**Exercise description:** Print, in exact form, the lines below from the one containing "width:54px; height:54px; display:grid;" through the one containing "position:absolute; left:459px; top:729px;", and omit all others.

──────────────────────────────

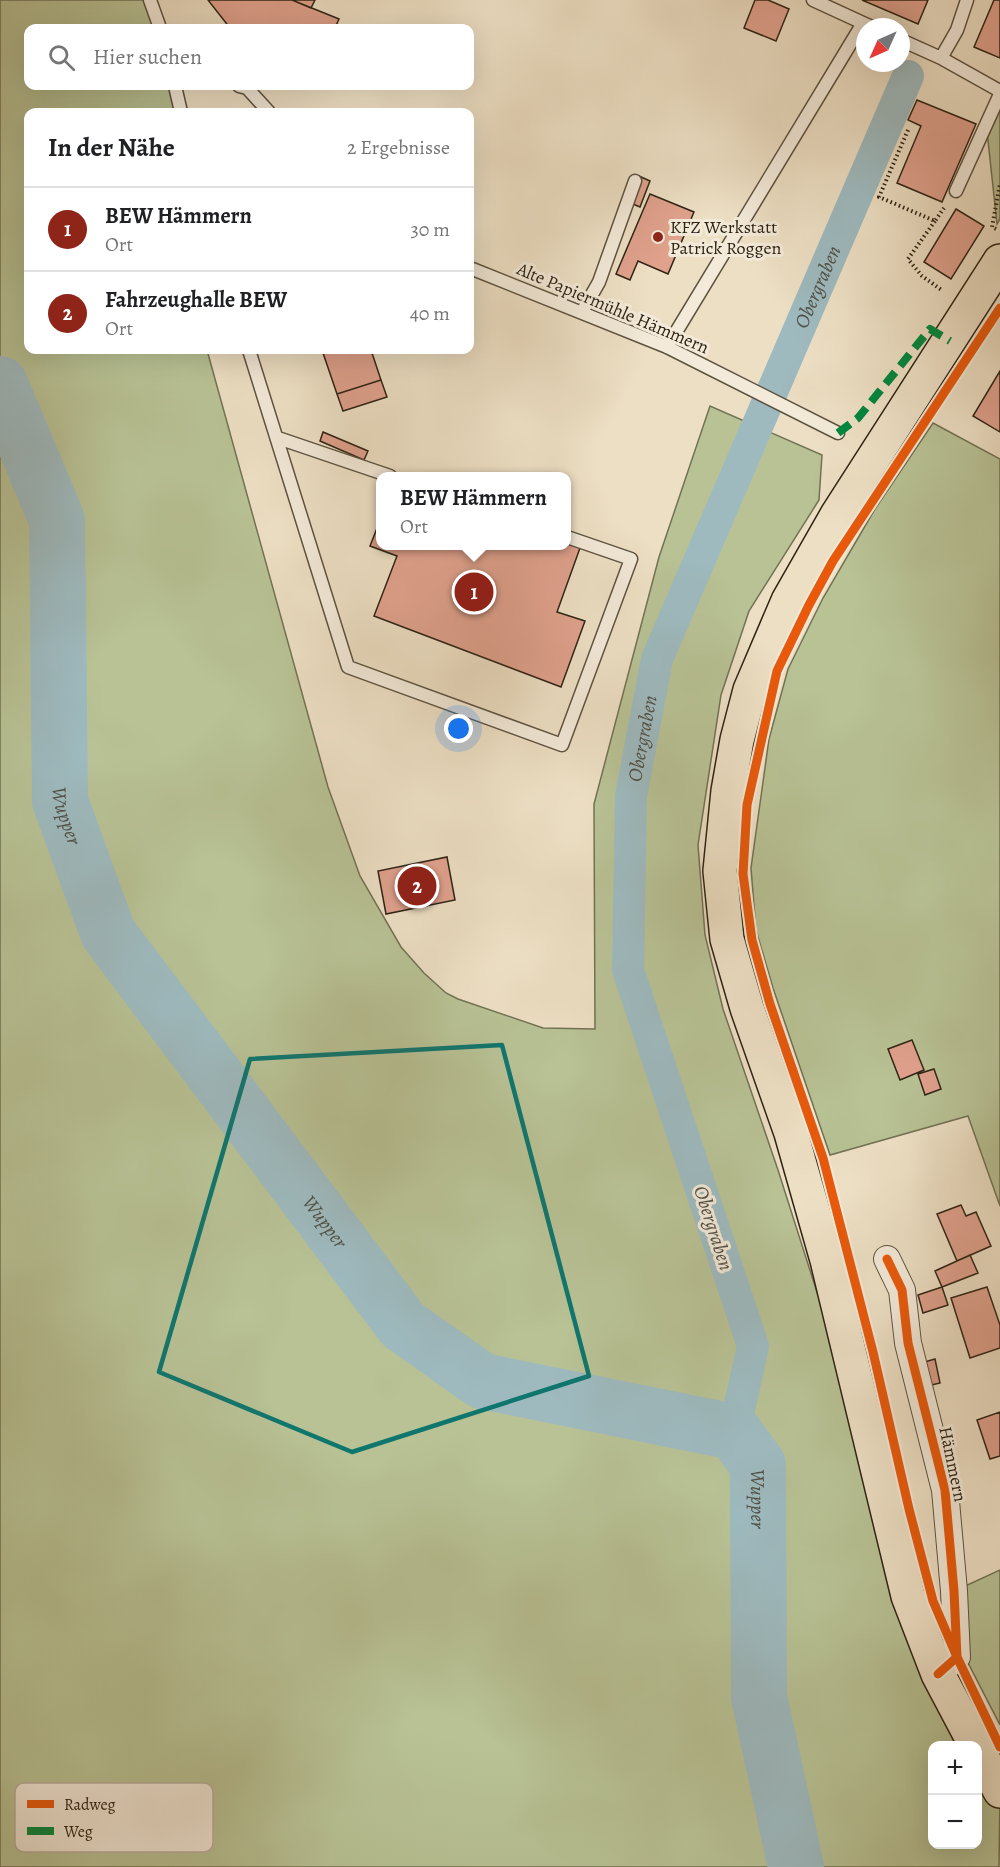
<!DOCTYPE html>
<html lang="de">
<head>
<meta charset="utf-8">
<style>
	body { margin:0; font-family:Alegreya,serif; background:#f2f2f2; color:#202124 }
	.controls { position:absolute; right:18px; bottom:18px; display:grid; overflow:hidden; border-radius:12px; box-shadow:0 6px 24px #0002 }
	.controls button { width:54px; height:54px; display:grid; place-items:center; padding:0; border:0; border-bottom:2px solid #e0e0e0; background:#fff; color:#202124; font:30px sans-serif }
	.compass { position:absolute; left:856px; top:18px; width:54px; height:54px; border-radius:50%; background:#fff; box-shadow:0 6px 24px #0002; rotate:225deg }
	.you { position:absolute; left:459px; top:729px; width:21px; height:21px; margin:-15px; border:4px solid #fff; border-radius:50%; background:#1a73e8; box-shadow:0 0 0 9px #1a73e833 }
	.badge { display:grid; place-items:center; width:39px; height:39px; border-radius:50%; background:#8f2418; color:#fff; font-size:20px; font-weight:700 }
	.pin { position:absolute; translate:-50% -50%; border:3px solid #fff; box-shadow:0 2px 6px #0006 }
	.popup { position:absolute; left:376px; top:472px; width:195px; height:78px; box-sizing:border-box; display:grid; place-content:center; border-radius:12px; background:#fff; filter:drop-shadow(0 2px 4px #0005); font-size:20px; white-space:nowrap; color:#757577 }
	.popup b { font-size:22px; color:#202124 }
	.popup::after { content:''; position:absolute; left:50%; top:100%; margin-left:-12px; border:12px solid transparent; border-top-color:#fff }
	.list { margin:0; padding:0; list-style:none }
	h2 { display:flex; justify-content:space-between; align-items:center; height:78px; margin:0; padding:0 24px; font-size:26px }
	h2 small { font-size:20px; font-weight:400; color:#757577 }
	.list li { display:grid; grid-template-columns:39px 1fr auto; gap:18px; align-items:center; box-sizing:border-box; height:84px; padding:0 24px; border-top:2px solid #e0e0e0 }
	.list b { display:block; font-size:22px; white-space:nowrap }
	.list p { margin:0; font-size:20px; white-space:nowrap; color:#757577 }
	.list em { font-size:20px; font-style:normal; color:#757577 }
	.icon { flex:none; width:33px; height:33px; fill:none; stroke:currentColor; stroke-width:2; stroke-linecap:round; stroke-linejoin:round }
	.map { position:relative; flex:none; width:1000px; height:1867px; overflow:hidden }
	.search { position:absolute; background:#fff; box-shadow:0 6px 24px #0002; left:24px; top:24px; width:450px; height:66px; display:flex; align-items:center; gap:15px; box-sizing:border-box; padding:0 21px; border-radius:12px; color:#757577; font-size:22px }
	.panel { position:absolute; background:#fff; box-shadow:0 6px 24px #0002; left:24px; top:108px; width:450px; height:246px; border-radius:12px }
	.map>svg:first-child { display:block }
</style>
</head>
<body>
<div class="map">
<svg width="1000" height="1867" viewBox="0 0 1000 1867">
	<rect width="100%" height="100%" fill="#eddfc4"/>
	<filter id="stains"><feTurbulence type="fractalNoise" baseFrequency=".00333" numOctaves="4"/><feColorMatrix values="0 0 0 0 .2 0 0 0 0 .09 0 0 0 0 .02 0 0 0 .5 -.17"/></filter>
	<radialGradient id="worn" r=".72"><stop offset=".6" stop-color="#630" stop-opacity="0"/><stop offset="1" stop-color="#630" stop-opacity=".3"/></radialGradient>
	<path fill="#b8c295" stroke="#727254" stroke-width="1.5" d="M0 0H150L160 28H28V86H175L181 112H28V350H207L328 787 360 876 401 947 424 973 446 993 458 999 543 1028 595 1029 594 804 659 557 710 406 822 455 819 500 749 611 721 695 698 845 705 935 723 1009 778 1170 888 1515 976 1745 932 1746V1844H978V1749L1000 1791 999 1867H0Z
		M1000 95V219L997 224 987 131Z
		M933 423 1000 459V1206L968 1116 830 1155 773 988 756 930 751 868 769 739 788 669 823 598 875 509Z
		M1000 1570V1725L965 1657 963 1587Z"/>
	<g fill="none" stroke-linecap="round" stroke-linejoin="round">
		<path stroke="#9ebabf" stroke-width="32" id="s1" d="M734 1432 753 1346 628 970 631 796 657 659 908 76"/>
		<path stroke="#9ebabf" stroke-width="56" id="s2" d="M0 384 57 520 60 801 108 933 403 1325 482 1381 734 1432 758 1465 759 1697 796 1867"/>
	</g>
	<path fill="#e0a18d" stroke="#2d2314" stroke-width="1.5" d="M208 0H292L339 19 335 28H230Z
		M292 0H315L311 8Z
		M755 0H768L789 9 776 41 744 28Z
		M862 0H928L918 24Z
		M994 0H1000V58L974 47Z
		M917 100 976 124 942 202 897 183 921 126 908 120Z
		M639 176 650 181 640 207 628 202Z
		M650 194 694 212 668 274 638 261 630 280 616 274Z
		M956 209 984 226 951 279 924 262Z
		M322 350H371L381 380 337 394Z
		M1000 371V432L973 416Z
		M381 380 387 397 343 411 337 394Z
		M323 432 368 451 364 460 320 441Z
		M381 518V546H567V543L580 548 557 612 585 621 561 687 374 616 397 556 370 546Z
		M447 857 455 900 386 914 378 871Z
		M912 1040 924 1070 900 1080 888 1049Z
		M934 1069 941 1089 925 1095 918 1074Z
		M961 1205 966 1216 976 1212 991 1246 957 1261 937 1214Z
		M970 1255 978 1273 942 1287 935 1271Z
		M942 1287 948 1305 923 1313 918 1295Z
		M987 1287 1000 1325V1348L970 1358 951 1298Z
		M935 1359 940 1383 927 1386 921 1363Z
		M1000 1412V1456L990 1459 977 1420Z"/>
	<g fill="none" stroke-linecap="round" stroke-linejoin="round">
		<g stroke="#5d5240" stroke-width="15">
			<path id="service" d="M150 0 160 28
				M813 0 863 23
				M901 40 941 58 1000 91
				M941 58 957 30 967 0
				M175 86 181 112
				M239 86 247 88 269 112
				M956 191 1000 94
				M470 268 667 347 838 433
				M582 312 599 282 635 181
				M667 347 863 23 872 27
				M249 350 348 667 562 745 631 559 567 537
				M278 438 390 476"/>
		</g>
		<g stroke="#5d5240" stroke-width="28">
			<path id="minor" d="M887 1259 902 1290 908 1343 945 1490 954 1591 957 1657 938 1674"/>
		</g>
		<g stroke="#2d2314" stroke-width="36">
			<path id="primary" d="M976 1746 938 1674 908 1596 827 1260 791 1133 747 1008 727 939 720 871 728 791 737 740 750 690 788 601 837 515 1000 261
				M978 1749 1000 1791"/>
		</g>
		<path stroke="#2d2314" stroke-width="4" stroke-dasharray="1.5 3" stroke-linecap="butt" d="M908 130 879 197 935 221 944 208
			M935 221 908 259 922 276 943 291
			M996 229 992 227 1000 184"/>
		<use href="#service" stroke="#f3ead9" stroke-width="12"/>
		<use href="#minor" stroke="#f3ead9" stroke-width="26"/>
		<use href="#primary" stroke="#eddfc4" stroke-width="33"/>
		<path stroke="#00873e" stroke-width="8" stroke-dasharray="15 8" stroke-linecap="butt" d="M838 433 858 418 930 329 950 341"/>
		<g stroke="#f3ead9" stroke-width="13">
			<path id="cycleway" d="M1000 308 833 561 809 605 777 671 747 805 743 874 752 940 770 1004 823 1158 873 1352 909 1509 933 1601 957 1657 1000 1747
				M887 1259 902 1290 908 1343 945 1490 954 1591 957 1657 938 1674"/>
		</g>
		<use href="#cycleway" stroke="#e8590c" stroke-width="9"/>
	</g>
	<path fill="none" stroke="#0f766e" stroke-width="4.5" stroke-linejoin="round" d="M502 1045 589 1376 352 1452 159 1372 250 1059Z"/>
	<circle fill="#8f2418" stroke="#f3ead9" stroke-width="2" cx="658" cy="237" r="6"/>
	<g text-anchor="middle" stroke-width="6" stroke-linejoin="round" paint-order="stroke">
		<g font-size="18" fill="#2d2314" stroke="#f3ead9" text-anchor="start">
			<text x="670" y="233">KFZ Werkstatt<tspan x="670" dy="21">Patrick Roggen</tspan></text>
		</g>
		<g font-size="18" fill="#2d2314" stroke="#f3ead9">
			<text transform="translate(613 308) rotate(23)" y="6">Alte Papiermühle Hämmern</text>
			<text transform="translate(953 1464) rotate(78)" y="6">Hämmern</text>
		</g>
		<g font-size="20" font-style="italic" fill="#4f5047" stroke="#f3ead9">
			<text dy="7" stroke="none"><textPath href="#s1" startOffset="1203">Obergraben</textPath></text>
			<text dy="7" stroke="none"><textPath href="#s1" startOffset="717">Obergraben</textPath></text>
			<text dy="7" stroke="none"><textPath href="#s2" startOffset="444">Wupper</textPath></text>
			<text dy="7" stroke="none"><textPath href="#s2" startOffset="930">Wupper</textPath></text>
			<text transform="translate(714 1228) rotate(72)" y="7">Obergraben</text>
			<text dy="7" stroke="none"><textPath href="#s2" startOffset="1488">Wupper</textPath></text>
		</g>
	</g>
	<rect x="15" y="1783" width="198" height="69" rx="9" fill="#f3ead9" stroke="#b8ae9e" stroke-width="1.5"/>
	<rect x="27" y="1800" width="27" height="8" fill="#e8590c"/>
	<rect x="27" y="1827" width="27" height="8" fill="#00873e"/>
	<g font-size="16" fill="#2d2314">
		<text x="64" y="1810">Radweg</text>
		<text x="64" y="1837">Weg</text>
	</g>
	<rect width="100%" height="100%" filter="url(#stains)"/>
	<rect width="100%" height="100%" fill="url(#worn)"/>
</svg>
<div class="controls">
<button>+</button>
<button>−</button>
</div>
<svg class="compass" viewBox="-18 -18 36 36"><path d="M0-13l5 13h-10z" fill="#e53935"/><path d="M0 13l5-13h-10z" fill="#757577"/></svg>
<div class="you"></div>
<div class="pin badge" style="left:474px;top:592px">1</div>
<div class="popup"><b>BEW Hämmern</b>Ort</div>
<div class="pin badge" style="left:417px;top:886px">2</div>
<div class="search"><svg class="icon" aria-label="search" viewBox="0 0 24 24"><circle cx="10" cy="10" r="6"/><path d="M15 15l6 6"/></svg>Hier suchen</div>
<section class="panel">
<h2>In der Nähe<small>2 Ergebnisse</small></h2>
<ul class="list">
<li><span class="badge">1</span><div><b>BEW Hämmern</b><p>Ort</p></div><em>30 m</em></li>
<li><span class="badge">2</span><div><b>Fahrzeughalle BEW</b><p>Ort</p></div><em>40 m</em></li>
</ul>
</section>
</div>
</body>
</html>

──────────────────────────────

**Output:**
	.controls button { width:54px; height:54px; display:grid; place-items:center; padding:0; border:0; border-bottom:2px solid #e0e0e0; background:#fff; color:#202124; font:30px sans-serif }
	.compass { position:absolute; left:856px; top:18px; width:54px; height:54px; border-radius:50%; background:#fff; box-shadow:0 6px 24px #0002; rotate:225deg }
	.you { position:absolute; left:459px; top:729px; width:21px; height:21px; margin:-15px; border:4px solid #fff; border-radius:50%; background:#1a73e8; box-shadow:0 0 0 9px #1a73e833 }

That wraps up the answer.